PROVIDED DATA:
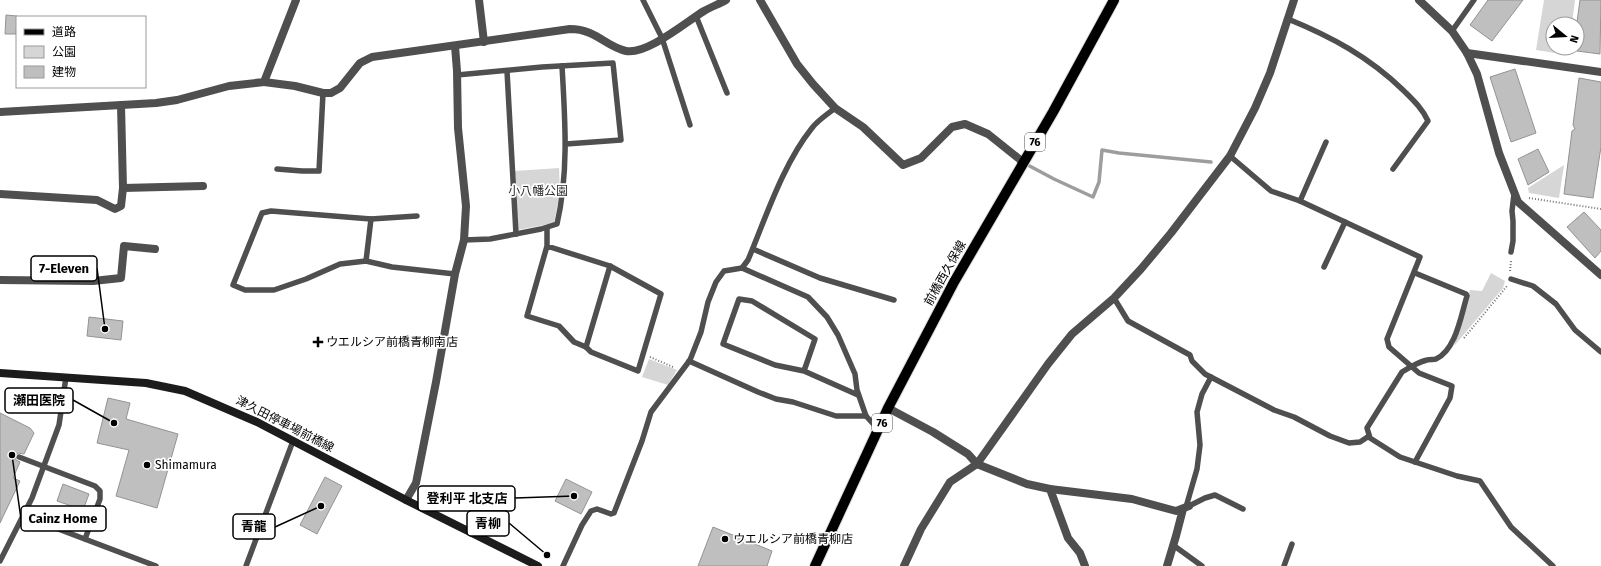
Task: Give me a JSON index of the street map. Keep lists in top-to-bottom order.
{
  "streets": {
    "main road": ["76", "前橋西久保線", "津久田停車場前橋線"]
  },
  "parks": ["小八幡公園"],
  "places": {
    "other": [
      "7-Eleven",
      "瀬田医院",
      "Cainz Home",
      "Shimamura",
      "登利平 北支店",
      "青龍",
      "ウエルシア前橋青柳店",
      "青柳"
    ],
    "health": ["ウエルシア前橋青柳南店"]
  },
  "legend": ["道路", "公園", "建物"],
  "north": "right"
}
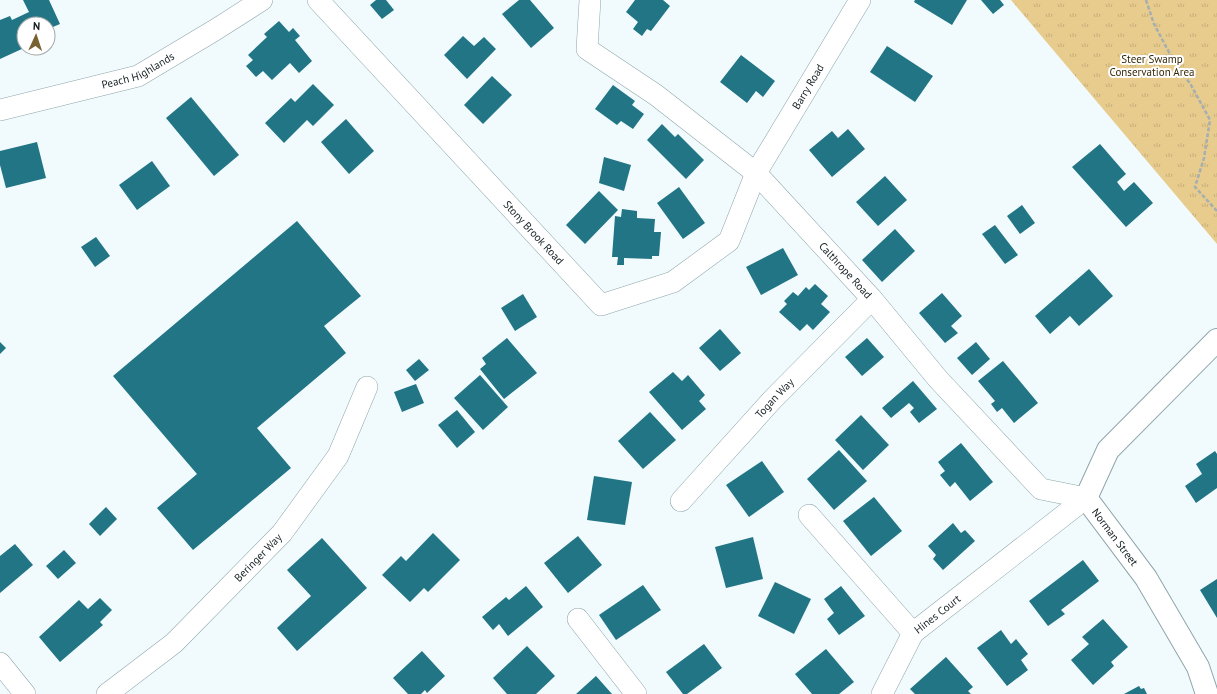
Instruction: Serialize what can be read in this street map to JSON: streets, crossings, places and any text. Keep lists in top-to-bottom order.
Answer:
{
  "streets": {
    "street": [
      "Peach Highlands",
      "Barry Road",
      "Stony Brook Road",
      "Calthrope Road",
      "Togan Way",
      "Norman Street",
      "Beringer Way",
      "Hines Court"
    ]
  },
  "crossings": [
    ["Barry Road", "Stony Brook Road"],
    ["Barry Road", "Calthrope Road"],
    ["Stony Brook Road", "Calthrope Road"],
    ["Calthrope Road", "Togan Way"],
    ["Calthrope Road", "Norman Street"],
    ["Calthrope Road", "Hines Court"],
    ["Norman Street", "Hines Court"]
  ],
  "parks": ["Steer Swamp Conservation Area"],
  "north": "top"
}
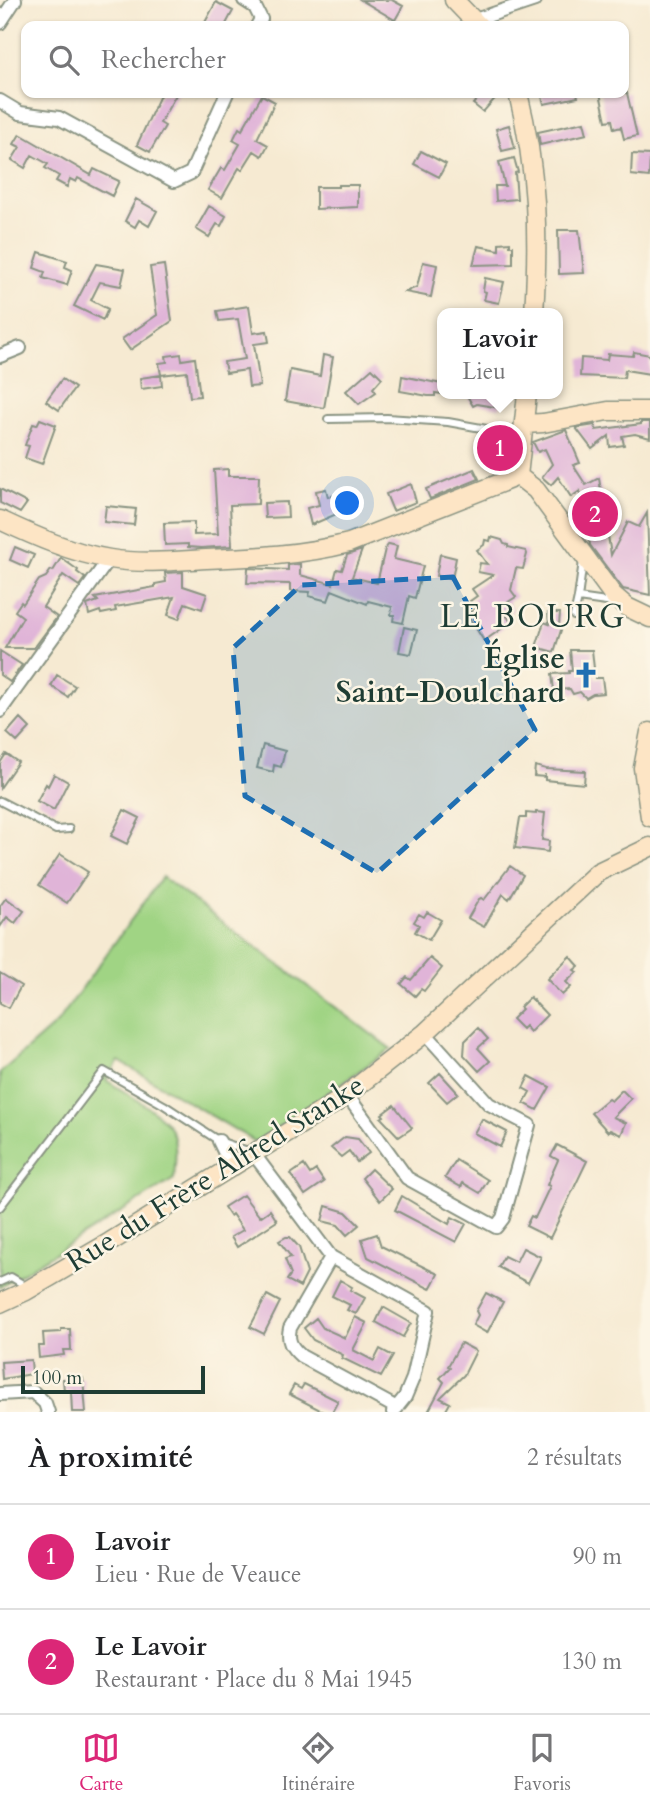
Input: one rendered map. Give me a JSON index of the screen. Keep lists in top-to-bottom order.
{
  "streets": {
    "street": ["Rue du Frère Alfred Stanke"]
  },
  "districts": ["LE BOURG"],
  "places": {
    "church": ["Église Saint-Doulchard"]
  },
  "scale_bar": "100 m",
  "page": {
    "search": "Rechercher",
    "popup": ["Lavoir", "Lieu"],
    "pins": ["1", "2"],
    "scale": "100 m",
    "heading": ["À proximité", "2 résultats"],
    "list": [
      {
        "mark": "1",
        "name": "Lavoir",
        "note": "Lieu · Rue de Veauce",
        "value": "90 m"
      },
      {
        "mark": "2",
        "name": "Le Lavoir",
        "note": "Restaurant · Place du 8 Mai 1945",
        "value": "130 m"
      }
    ],
    "nav": ["Carte", "Itinéraire", "Favoris"]
  }
}
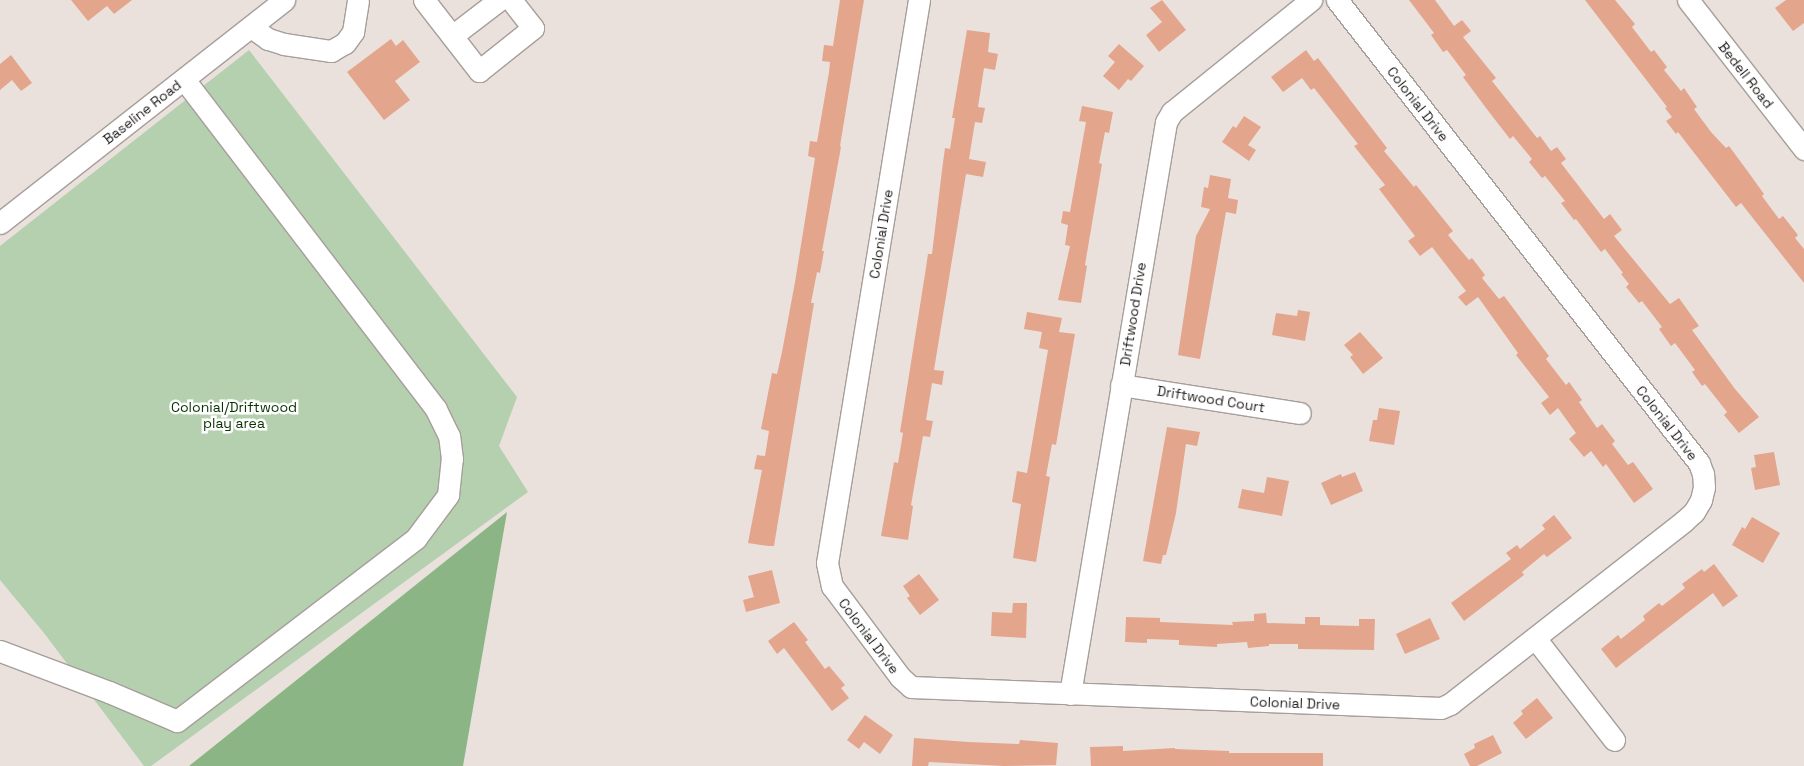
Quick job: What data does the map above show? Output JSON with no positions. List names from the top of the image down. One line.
{"streets":{"street":["Bedell Road","Colonial Drive","Baseline Road","Driftwood Drive","Driftwood Court"]},"crossings":[["Colonial Drive","Driftwood Drive"],["Driftwood Drive","Driftwood Court"]],"parks":["Colonial/Driftwood play area"]}
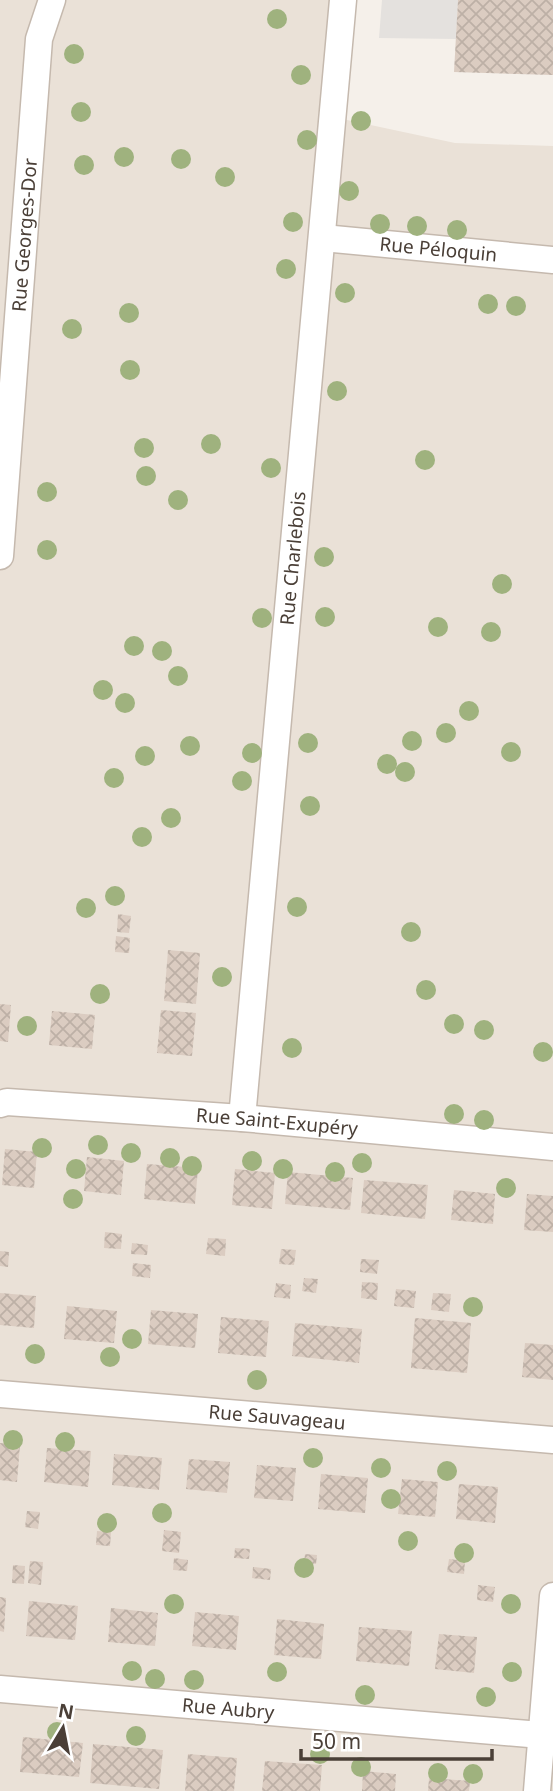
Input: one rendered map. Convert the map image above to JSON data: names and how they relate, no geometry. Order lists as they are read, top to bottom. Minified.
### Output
{"streets":{"street":["Rue Georges-Dor","Rue Péloquin","Rue Charlebois","Rue Saint-Exupéry","Rue Sauvageau","Rue Aubry"]},"crossings":[["Rue Péloquin","Rue Charlebois"],["Rue Charlebois","Rue Saint-Exupéry"]],"scale_bar":"50 m","north":"top"}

THE TASK: Filter the records for the word "read" and show every line that has it.

PROBLEM SOLUTION:
Instruction: Serialize what can be read in this street map to JSON: streets, crossings, places and any text. Keep lists in top-to-bottom order.
Input: one rendered map. Convert the map image above to JSON data: names and how they relate, no geometry. Order lists as they are read, top to bottom. Minified.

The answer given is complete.